Scientists find a galaxy buried inside our own galaxy

Astronomers think the Milky Way swallowed a smaller galaxy billions of years ago and its stars are still in there

A composite view of the Milky Way’s core. Researchers recently identified 20 stars within our galaxy's plane that carry the chemical signatures of an ancient, absorbed galaxy nicknamed Loki | ©Image Credit: NASA / JPL-Caltech / ESA
A composite view of the Milky Way’s core. Researchers recently identified 20 stars within our galaxy's plane that carry the chemical signatures of an ancient, absorbed galaxy nicknamed Loki | ©Image Credit: NASA / JPL-Caltech / ESA

A group of stars buried inside our own galaxy may be the leftover remains of a smaller galaxy that the Milky Way swallowed billions of years ago, according to new research.

The findings, published in Monthly Notices of the Royal Astronomical Society, include the team’s nickname for the absorbed galaxy Loki, after the Norse trickster god, which they believe was consumed during the Milky Way’s earliest growth period.

The case for further research

The Milky Way is what it is, in part, because of how much it consumed as it grew. Cosmologists have known for a long time that big galaxies tend to grow by absorbing smaller ones. The new paper lays out evidence that one of those smaller galaxies can still be identified from its remnants.

Loki, which fits this description perfectly, is thought to have been a dwarf galaxy. By the standards of mature galaxies, it was small. By the standards of anything else, it was a respectable galaxy in its own right that would have still contained billions of stars even if it were a fraction of the size of the Milky Way’s current few hundred billion.

To trace the remnants of Loki, the researchers focused on a group of 20 metal-poor stars sitting on the galactic plane, the flat band where most of the Milky Way’s stars are. These metal-poor stars are old, having formed in the early universe, retaining the chemical signature of whatever was around them at the time, effectively making them excellent fossil records of the galaxy’s early history.

As the researchers put it: “These building blocks merged at early epochs, dispersing their stellar, gaseous, and dark matter content into the forming proto-galaxy.”

Signs of a violent youth

The 20 stars in the sample looked different from the metal-poor stars around them. Their compositions didn’t match, nor did their orbits. The stars in question carried chemical traces of violent events from the early universe, including supernovas and the collisions of neutron stars, both of which fling heavy elements out into space.

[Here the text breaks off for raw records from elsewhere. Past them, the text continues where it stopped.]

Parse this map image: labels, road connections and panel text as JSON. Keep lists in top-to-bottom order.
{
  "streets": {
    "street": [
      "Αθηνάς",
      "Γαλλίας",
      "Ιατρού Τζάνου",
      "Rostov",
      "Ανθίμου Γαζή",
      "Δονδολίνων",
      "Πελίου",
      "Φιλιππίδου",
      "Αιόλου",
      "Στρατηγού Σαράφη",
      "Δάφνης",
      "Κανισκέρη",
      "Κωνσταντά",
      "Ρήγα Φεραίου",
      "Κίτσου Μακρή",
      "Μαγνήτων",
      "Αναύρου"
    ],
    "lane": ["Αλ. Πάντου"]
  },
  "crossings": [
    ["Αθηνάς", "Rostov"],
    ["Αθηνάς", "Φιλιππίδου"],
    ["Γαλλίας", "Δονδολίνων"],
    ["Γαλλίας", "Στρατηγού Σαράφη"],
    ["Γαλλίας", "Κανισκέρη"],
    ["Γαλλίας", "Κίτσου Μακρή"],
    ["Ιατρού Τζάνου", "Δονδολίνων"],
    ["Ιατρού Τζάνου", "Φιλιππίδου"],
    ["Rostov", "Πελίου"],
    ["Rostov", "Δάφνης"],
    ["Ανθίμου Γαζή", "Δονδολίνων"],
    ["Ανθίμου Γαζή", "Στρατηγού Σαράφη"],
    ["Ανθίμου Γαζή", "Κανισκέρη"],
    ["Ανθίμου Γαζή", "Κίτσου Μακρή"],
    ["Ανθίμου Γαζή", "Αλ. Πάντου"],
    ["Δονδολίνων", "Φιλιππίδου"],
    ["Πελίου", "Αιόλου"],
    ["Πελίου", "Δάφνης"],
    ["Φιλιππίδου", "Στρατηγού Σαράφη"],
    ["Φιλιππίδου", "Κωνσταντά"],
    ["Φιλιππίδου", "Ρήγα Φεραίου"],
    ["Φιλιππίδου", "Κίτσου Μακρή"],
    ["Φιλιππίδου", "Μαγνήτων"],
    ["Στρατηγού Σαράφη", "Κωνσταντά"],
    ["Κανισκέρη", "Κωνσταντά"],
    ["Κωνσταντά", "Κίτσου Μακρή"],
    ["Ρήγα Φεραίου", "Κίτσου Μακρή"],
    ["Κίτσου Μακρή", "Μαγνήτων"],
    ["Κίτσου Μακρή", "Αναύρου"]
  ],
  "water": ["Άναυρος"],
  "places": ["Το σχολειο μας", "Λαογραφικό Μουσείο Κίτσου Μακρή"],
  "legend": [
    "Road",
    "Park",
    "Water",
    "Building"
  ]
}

What was missing proved just as revealing as what was present. The stars didn’t show any signs of contamination from white dwarfs, which are what’s left when a sun-sized star runs out of fuel and casts off its outer layers. They take billions of years to form. If the original galaxy these stars came from had been around long enough to produce white dwarfs, the chemistry of those white dwarfs would have left a mark. In this case, it didn’t.

To the team, this suggests that whatever galaxy these stars came from didn’t last very long before it was absorbed. It was short-lived enough that white dwarfs never had a chance to develop in it. Such a brief existence fits the profile of a small dwarf galaxy that ran into something much larger early in its existence.

The team has been careful about how strong a claim they’re making. The sample is admittedly small; nonetheless, twenty stars are enough to flag a pattern.

However, it is not enough to confirm that Loki existed as a separate galaxy or to map out its original structure. Larger datasets will be needed before any of that becomes possible, the researchers noted.